If Zero wins, we have no chance at all, or very little of one, on any kind of national level. Yet we – you and I – are neither suicidal, masochistic, nor crazy. We have to continue to live as best we can – but how?
On November 7th, many Americans will be celebrating, many will be in bitter depression – and no matter who they are the country will be in a lot of turmoil, and, yes, craziness. No matter what happens, we have to be prepared for it.
One of the best ways for you to do so is to attend the Washington DC Rendezvous November 9-11.

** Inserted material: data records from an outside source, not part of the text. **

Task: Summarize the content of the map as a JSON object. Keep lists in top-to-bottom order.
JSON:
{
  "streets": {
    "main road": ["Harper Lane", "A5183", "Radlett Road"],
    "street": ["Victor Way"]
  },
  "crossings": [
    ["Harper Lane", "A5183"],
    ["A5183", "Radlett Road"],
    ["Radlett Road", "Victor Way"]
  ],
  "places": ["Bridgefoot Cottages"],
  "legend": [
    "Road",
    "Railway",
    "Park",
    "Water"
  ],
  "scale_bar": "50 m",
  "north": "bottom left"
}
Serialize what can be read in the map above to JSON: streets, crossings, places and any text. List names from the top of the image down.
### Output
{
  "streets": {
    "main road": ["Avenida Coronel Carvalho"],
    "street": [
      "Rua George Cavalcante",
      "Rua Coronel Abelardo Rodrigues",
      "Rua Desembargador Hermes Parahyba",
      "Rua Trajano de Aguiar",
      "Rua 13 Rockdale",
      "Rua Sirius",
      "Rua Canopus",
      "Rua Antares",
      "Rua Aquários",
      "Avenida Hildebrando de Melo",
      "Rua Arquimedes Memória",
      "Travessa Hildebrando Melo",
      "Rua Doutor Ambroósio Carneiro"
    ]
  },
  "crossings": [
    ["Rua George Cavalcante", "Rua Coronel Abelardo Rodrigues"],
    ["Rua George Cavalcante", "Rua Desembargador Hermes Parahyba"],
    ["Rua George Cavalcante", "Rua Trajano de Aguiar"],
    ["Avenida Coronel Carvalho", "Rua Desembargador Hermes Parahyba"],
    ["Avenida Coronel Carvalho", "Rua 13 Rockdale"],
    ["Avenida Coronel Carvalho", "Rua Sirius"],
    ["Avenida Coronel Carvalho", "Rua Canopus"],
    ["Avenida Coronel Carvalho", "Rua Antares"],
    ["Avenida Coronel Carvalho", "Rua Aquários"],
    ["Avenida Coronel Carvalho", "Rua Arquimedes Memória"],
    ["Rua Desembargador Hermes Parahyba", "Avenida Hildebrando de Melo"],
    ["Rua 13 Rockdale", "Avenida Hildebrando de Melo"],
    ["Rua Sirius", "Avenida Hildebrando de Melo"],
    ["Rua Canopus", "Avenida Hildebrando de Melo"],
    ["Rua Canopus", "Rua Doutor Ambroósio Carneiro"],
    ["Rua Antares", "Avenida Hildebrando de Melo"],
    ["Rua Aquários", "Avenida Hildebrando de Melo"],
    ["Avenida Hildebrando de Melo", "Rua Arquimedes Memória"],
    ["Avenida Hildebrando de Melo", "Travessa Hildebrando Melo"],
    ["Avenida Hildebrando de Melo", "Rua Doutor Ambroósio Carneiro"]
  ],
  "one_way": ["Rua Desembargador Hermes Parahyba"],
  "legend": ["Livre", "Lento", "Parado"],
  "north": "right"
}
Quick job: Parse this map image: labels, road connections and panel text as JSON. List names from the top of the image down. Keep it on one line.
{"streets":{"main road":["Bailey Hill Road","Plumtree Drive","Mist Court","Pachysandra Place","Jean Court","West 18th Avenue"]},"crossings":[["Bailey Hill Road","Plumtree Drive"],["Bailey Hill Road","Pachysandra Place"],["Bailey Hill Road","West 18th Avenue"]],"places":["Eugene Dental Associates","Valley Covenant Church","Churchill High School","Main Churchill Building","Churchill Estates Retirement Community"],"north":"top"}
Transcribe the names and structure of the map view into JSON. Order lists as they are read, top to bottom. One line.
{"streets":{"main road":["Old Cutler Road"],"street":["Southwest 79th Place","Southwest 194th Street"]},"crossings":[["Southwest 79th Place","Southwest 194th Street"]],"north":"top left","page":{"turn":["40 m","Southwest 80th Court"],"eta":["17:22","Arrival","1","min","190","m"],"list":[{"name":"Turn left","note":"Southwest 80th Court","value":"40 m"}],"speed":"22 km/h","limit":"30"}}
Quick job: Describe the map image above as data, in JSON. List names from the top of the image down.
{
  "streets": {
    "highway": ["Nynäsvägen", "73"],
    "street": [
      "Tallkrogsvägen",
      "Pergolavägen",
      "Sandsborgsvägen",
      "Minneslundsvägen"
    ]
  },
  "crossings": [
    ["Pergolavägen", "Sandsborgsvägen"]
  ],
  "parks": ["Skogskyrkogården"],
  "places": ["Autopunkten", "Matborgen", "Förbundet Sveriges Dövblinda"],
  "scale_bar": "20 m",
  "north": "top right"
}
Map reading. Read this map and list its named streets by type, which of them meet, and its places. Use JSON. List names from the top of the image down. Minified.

I initially called it the Victory Rendezvous, as I was so solidly confident that Zero’s election in 2008 was an act of only temporary insanity from which a majority of voters would surely recover in 2012. My confidence has been shaken now. I still can’t make myself believe that Americans could be so impossibly, ridiculously stupid to reelect Zero – but I didn’t think they could have been that stupid to elect him in the first place and they were.
We can’t take a chance that Zero will win and not be prepared for it. As soon as I get back home, I’ll be putting together a Rendezvous program that will help us prepare for whatever happens after the election. It is absolutely critical that we plan – what to do to save our skins if Zero wins, how best to take advantage of a Romney victory.
Being in North Korea really sobered me up as to how deranged a frighteningly large number of Americans has become. We are on the verge of becoming the world’s craziest country. It’s touch and go. I hope and pray that we’ll have a Victory Rendezvous – but we may have to have a How to Save Ourselves Rendezvous.
We’ll be prepared for either outcome – and I quite frankly think it is vitally important for you to be with us. Please try to be.
Meanwhile, we have little more than a month to do what we can to stop our blessed nation from leaping off Suicide Cliff. Nobama 2012.